Preschool: A Nonpartisan No-brainer

Obama may well be hedging his bets. But as a believer in taxpayer-funded preschool for all (I prefer the term "public good," thank you), I like to think that the president's paving the way for the whole nine yards. How about that legacy, on which he seems to be working so diligently?
This post was published on the now-closed HuffPost Contributor platform. Contributors control their own work and posted freely to our site. If you need to flag this entry as abusive, send us an email.

On Feb. 12, in his State of the Union address, President Obama declared his intention "to make high-quality preschool available to every child in America." The impact was immediate and explosive. "Universal preschool" has not fallen from the lips of any U.S. president in the past 50 years, according to a scan conducted by First Five Years Fund. Suddenly, education's stepchild has become the policy world's "It Girl."

The president sealed the deal in his visionary valentine at the College Heights Early Childhood Learning Center in Decatur, Ga., where Democratic Governor Zell Miller pioneered universal Pre-K in 1996. "We took Georgia where no state has ever gone before," Miller reflected, with pride, a couple of years later."At that time, I compared it to Columbus, sailing off into the unknown on the Nina, Pinta, and Santa Maria."

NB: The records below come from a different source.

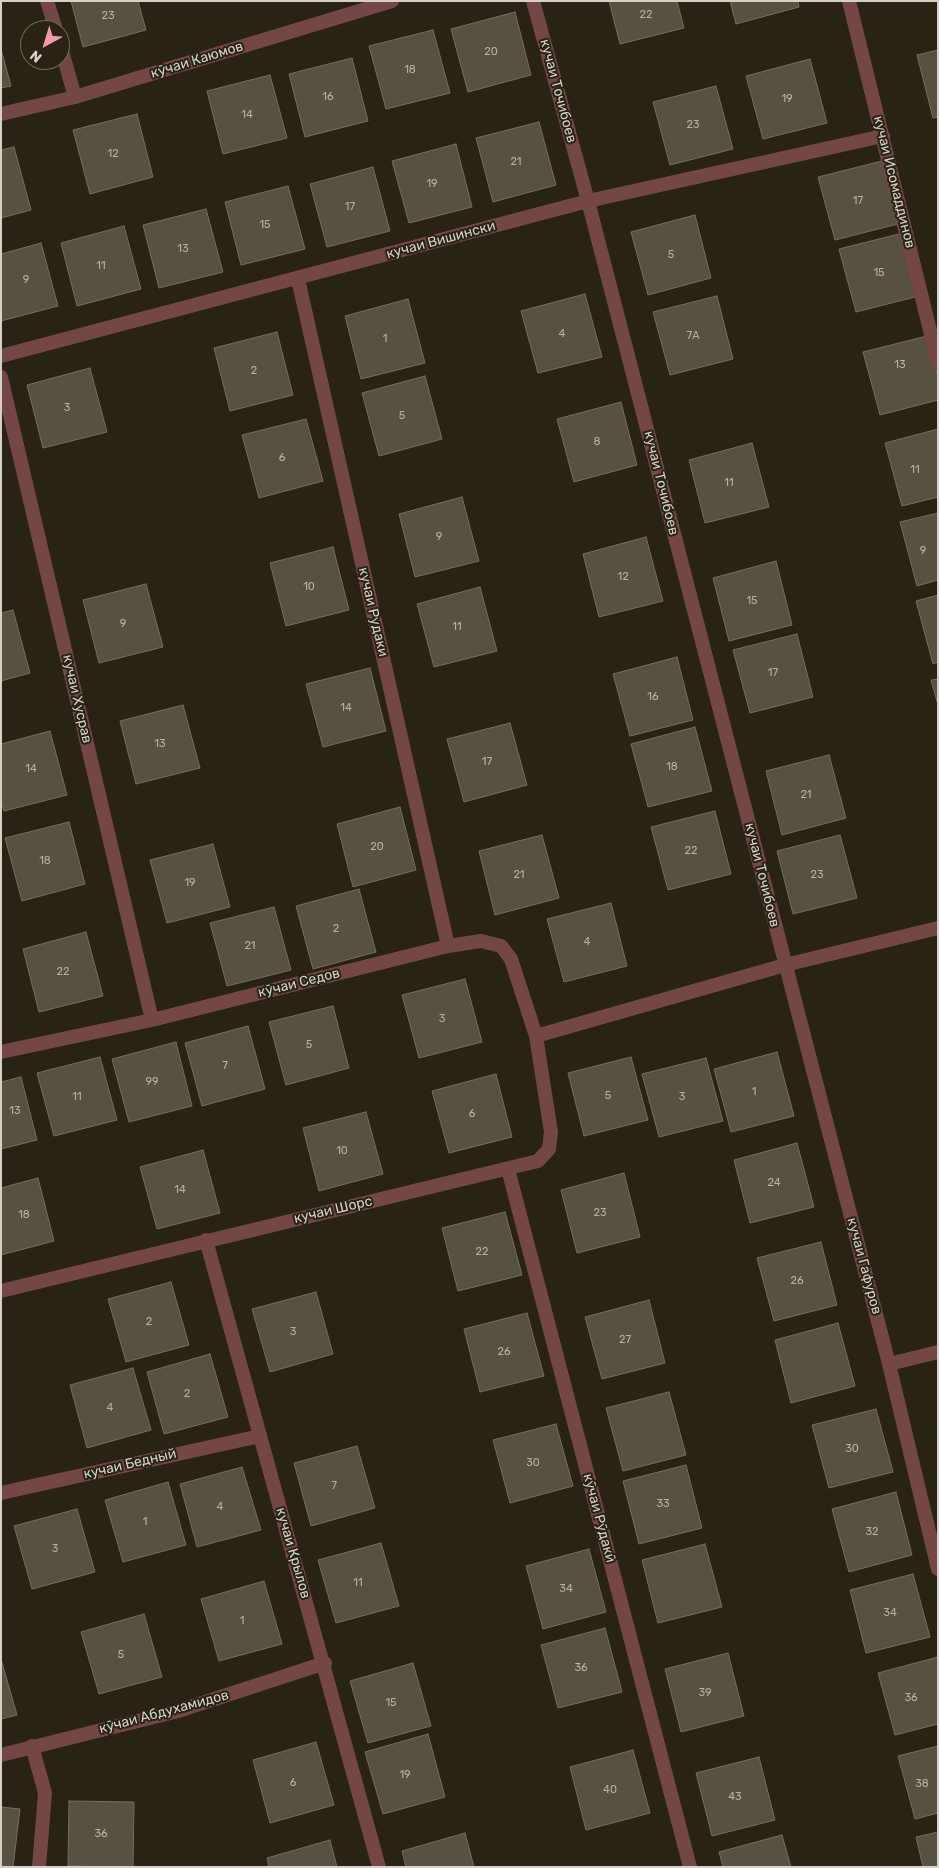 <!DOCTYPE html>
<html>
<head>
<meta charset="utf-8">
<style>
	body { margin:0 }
	#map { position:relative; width:939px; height:1868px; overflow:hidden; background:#282315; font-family:Rubik,sans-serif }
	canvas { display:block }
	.frame { position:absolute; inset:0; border:2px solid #d4d1c8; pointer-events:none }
	.north { position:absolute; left:20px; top:20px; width:50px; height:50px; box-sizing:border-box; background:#282315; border:1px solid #6d695d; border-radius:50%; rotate:219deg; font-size:14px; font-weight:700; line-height:20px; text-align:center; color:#d4d1c8 }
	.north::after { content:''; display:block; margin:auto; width:18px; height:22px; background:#f39aaa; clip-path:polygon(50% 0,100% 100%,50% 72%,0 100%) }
</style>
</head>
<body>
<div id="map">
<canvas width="939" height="1868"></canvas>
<div class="frame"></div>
<div class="north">N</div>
</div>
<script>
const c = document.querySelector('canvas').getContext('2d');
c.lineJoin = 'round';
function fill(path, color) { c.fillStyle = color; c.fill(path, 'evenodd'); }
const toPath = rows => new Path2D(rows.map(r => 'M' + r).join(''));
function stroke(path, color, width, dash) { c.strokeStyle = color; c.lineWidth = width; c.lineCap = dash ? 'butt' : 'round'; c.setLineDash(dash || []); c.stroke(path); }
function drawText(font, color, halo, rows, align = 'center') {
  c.font = font + ' Rubik,sans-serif'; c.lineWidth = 4; c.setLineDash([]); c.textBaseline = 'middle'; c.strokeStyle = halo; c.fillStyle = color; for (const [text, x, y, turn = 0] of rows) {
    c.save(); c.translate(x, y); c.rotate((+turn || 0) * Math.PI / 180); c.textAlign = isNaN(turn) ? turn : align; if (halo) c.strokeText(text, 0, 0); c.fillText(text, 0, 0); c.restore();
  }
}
const building = toPath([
	[71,1,138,1,146,30,83,47,71,1],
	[609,1,677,1,684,28,620,44,609,1],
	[730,1,798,1,799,7,736,24,730,1],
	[515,12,531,75,468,92,451,29,515,12],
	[433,30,450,93,386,109,369,46,433,30],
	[1,49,11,86,1,88,1,49],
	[938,50,938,117,933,118,917,55,938,50],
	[352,58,368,121,305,137,289,74,352,58],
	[810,59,827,123,763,139,746,76,810,59],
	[270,75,287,138,223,154,207,91,270,75],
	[716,86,733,149,670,165,653,102,716,86],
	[137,114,153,177,90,194,73,130,137,114],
	[539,122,556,185,493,202,476,138,539,122],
	[456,144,472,207,409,223,392,161,456,144],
	[14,147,31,210,1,218,1,150,14,147],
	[882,161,898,224,835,240,818,177,882,161],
	[373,167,390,231,327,247,310,184,373,167],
	[288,186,305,249,241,265,225,202,288,186],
	[206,209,223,272,159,288,143,225,206,209],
	[695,215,711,278,648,295,631,232,695,215],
	[124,226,141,289,77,306,61,243,124,226],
	[903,233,919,296,856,312,839,249,903,233],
	[41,243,58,306,1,321,1,254,41,243],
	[585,294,602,357,538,373,521,311,585,294],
	[717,296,733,359,670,375,653,312,717,296],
	[408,299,425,363,361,379,345,316,408,299],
	[277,332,293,395,230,411,214,348,277,332],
	[927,336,938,377,938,400,880,415,863,352,927,336],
	[90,368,107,432,43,448,27,385,90,368],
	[425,376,442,439,379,456,362,393,425,376],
	[621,402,637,465,574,482,557,419,621,402],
	[306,419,323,481,259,498,242,435,306,419],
	[938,429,938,497,902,506,885,443,938,429],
	[752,443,769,507,705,523,689,460,752,443],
	[462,497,479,561,415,577,399,514,462,497],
	[938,513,938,580,917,586,900,522,938,513],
	[646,537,663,601,599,617,583,554,646,537],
	[333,547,349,610,286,626,270,563,333,547],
	[776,561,792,625,729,641,713,578,776,561],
	[146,584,163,647,99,663,83,600,146,584],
	[480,587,497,651,434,667,417,604,480,587],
	[938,595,938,662,933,664,916,601,938,595],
	[13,610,30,673,1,681,1,613,13,610],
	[797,634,813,697,750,713,733,650,797,634],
	[677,657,693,720,630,736,613,674,677,657],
	[370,668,386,731,323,747,306,684,370,668],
	[938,679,938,705,931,680,938,679],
	[183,705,200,768,136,784,120,721,183,705],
	[510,723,527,785,464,802,447,739,510,723],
	[695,727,712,791,648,807,631,744,695,727],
	[50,731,67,795,4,811,1,801,1,744,50,731],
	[829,755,846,818,782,835,766,771,829,755],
	[400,807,416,870,353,887,337,824,400,807],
	[715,811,731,874,668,890,651,827,715,811],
	[69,822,85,884,22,901,5,838,69,822],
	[542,835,559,898,495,915,479,851,542,835],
	[840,835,857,898,793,914,777,851,840,835],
	[213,844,230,907,167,923,150,860,213,844],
	[359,889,376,952,313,969,296,906,359,889],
	[611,903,627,966,564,982,547,919,611,903],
	[274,907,291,970,227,986,210,923,274,907],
	[86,932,103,996,39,1012,23,949,86,932],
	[465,979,482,1042,419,1058,402,995,465,979],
	[333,1006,349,1068,286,1085,269,1022,333,1006],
	[248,1026,265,1089,202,1106,185,1043,248,1026],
	[176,1042,192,1106,129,1122,112,1059,176,1042],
	[777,1052,794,1116,731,1132,714,1069,777,1052],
	[100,1057,117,1120,54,1136,37,1073,100,1057],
	[631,1057,648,1120,584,1136,568,1073,631,1057],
	[706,1058,723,1121,659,1137,642,1074,706,1058],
	[496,1074,512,1137,449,1153,432,1091,496,1074],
	[21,1077,37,1140,1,1149,1,1082,21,1077],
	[366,1112,383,1174,319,1191,303,1128,366,1112],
	[797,1143,814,1207,750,1223,734,1160,797,1143],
	[203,1150,220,1213,157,1229,140,1167,203,1150],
	[624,1173,640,1237,577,1253,561,1190,624,1173],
	[38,1178,54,1241,1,1255,1,1188,38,1178],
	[505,1212,522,1275,458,1291,442,1228,505,1212],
	[821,1242,837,1305,774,1321,757,1258,821,1242],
	[171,1282,189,1345,126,1362,108,1299,171,1282],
	[316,1292,333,1354,270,1372,252,1309,316,1292],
	[649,1300,665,1363,602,1379,585,1317,649,1300],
	[527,1313,544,1376,480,1392,464,1329,527,1313],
	[838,1323,855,1386,791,1403,775,1340,838,1323],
	[210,1354,228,1417,164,1434,147,1372,210,1354],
	[133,1368,151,1430,87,1448,70,1385,133,1368],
	[669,1392,686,1455,623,1471,606,1408,669,1392],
	[876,1409,893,1472,829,1488,812,1425,876,1409],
	[556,1424,573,1486,510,1503,493,1440,556,1424],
	[357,1446,375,1508,311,1526,294,1463,357,1446],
	[686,1465,702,1528,639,1544,623,1481,686,1465],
	[242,1467,261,1530,197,1547,180,1484,242,1467],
	[168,1482,186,1545,123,1562,105,1500,168,1482],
	[896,1492,912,1555,849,1572,832,1509,896,1492],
	[77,1509,95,1572,32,1589,14,1526,77,1509],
	[381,1543,399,1606,336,1623,318,1560,381,1543],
	[705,1544,722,1607,658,1623,642,1560,705,1544],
	[589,1549,606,1612,543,1629,526,1566,589,1549],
	[913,1574,930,1637,866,1653,850,1590,913,1574],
	[264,1581,282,1644,219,1661,201,1599,264,1581],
	[144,1614,162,1677,99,1694,81,1632,144,1614],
	[605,1628,622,1692,558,1708,541,1645,605,1628],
	[728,1653,744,1716,681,1732,665,1669,728,1653],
	[938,1657,938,1724,895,1735,878,1673,938,1657],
	[1,1659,17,1715,1,1719,1,1659],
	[413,1663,431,1726,368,1743,350,1681,413,1663],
	[428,1734,445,1797,383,1814,365,1752,428,1734],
	[316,1742,334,1805,270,1823,253,1760,316,1742],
	[938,1746,938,1813,915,1819,898,1756,938,1746],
	[633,1750,650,1813,586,1830,570,1767,633,1750],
	[759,1757,775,1820,712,1836,696,1773,759,1757],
	[69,1801,134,1802,133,1867,68,1866,69,1801],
	[1,1807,20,1809,13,1867,1,1867,1,1807],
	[938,1832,938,1867,923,1867,916,1837,938,1832],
	[465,1833,474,1867,406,1867,402,1851,465,1833],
	[782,1835,791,1867,723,1867,719,1852,782,1835],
	[330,1840,337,1867,269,1867,267,1858,330,1840]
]);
const minor = toPath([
	[47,1,56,30],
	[533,1,588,201,889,1364,938,1569],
	[849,1,938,363],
	[60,44,75,97],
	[298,279,448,946],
	[1,356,588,201,883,136],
	[1,377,152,1020],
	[536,1036,785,965,938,928],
	[1,1052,152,1020,448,946,481,941,501,946,511,959,536,1036,551,1132,549,1149,538,1161,1,1291],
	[508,1169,690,1867],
	[206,1240,379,1867],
	[889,1364,938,1352],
	[1,1493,260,1436],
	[32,1746,45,1793,39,1867],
	[1,1755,178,1711,325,1663]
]);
const tertiary = toPath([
	[1,114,75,97,392,1]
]);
const numberNames = [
	["22",646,15],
	["23",108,16],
	["20",491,52],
	["18",410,70],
	["16",328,97],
	["19",787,99],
	["14",247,115],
	["23",693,125],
	["12",113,154],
	["21",516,162],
	["19",432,184],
	["17",858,201],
	["17",350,207],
	["15",265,225],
	["13",183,249],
	["5",671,255],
	["11",101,266],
	["15",879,273],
	["9",26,280],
	["4",562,334],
	["7А",693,336],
	["1",385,339],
	["13",900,365],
	["2",254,371],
	["3",67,408],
	["5",402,416],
	["8",597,442],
	["6",282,458],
	["11",915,470],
	["11",729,483],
	["9",439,537],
	["9",923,551],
	["12",623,577],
	["10",309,587],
	["15",752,601],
	["9",123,624],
	["11",457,627],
	["17",773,673],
	["16",653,697],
	["14",346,708],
	["13",160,744],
	["17",487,762],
	["18",672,767],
	["14",31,769],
	["21",806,795],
	["20",377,847],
	["22",691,851],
	["18",45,861],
	["21",519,875],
	["23",817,875],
	["19",190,883],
	["2",336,929],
	["4",587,942],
	["21",250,946],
	["22",63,972],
	["3",442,1019],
	["5",309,1045],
	["7",225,1066],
	["99",152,1082],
	["1",754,1092],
	["5",608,1096],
	["11",77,1097],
	["3",682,1097],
	["13",15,1111],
	["6",472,1114],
	["10",342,1151],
	["24",774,1183],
	["14",180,1190],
	["23",600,1213],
	["18",24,1215],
	["22",482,1252],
	["26",797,1281],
	["2",149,1322],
	["3",293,1332],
	["27",625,1340],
	["26",504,1352],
	["2",187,1394],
	["4",110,1408],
	["30",852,1449],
	["30",533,1463],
	["7",334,1486],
	["33",663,1504],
	["4",220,1507],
	["1",145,1522],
	["32",872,1532],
	["3",55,1549],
	["11",358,1583],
	["34",566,1589],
	["34",890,1613],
	["1",242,1621],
	["5",121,1655],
	["36",581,1668],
	["39",705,1693],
	["36",911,1698],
	["15",391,1703],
	["19",405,1775],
	["6",293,1783],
	["38",922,1784],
	["40",610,1790],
	["43",735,1797],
	["36",101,1834]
];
const streetNames = [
	["кӯчаи Каюмов",197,60,-17],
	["кучаи Точибоев",558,91,75],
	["кучаи Исомаддинов",894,182,76],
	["кучаи Вишински",441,240,-15],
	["кучаи Точибоев",661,483,76],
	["кучаи Рудаки",373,612,77],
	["кучаи Хусрав",77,699,77],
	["кучаи Точибоев",762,875,76],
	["кӯчаи Седов",299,983,-14],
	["кучаи Шорс",333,1210,-13],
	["кучаи Гафуров",864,1266,75],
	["кучаи Бедный",130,1464,-13],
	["кӯчаи Рӯдакӣ",599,1518,75],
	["кучаи Крылов",293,1553,74],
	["кӯчаи Абдухамидов",164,1712,-15]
];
fill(building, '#575142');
stroke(building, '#746e5e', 1);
stroke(minor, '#744646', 14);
stroke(tertiary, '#744646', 14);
drawText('11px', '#b5b1a6', null, numberNames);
drawText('14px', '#d4d1c8', '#282315', streetNames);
</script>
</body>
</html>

Today, Miller's gubernatorial descendants, on both sides of the aisle, are pushing further into this terra incognita. In his 2014 budget, Deval L. Patrick, of Massachusetts, includes nearly $57 million to increase access to high-quality early education programs, with a commitment to provide universal access by fiscal year 2017. He's also dedicated "$60.5 [million] to enhance the quality of early education programs and the effectiveness of the early educator workforce, including higher education grants for providers of children's programs." Michigan's Republican Governor, Rick Snyder, has proposed expanding the state's Great Start early childhood program. Ditto for Alabama's Republican Governor Robert Bentley, who has called for a 60 percent increase in the state's preschool budget, with a goal of preschool for all on a ten-year timeline of increasing investment. Other states are following suit.

But no sooner had Obama started to flesh out his plan than the sniping commenced. The Wall Street Journal went right for the liberal jugular, with syntax as convoluted as the argument: "If the regular public schools aren't working," their editorial complained, "... does it make sense to layer on another defective education level, except earlier in life?" Conservative avatar Charles Murray, co-author of the infamous Bell Curve, and more recently, Coming Apart: The State of White America, 1960s -2010, weighed in at Bloomberg on "The Shaky Science Behind Obama's Universal Pre-K," concluding with a nauseating indictment of the "absent, uncaring or incompetent parenting" that he sees among the beneficiaries of early childhood education.

Other critiques were more nuanced, including the deconstruction of the Obama plan, by Grover J. "Russ" Whitehurst, of the Brookings Institution, who, among other things, accused the president of "bait-and-switch" on the universal question. "I'm sure there are a lot of parents who can resonate to... taxpayer-funded preschool for all," he wrote, but the White House fact sheet, he noted, says otherwise: "The administration's plan is to share the costs with states that are willing to expand public preschool to reach all four-year-olds from families at or below 200 percent of the poverty line." The government's proposal, I might add, would include an incentive for states to expand preschool to additional middle-class families, who may be served in a variety of ways, including by sliding scale.

Point taken. Obama may well be hedging his bets. But as a believer in taxpayer-funded preschool for all (I prefer the term "public good," thank you), I like to think that the president's paving the way for the whole nine yards. How about that legacy, on which he seems to be working so diligently? I'm holding out for the vision articulated in his groundbreaking "Plan for Early Education for all Americans." Here's the introductory rationale:

"A zip code should never predetermine the quality of any child's educational opportunities. Yet studies show that children from low-income families are less likely to have access to high-quality early education, and less likely to enter school prepared for success. By third grade, children from low-income families who are not reading at grade level are six times less likely to graduate from high school than students who are proficient. Often, the high costs of private preschool and lack of public programs also narrow options for middle-class families.

High-quality early childhood education provides the foundation for all children's success in school and helps to reduce achievement gaps. Despite the individual and economic benefits of early education, our nation has lagged in its commitment to ensuring the provision of high quality public preschool in our children's earliest years. The Organization of Economic Cooperation and Development (OECD) estimates that the United States ranks 28th out of 38 countries for the share of four-year olds enrolled in early childhood education. And fewer than 3 in 10 four-year olds are enrolled in high-quality programs."

Fie on the naysayers. I'm on board with "Kids First" author David Kirp, who recently opined: "... as with immigration reform, gun control, marriage equality and raising the minimum wage, they're on the wrong side of history." Indeed.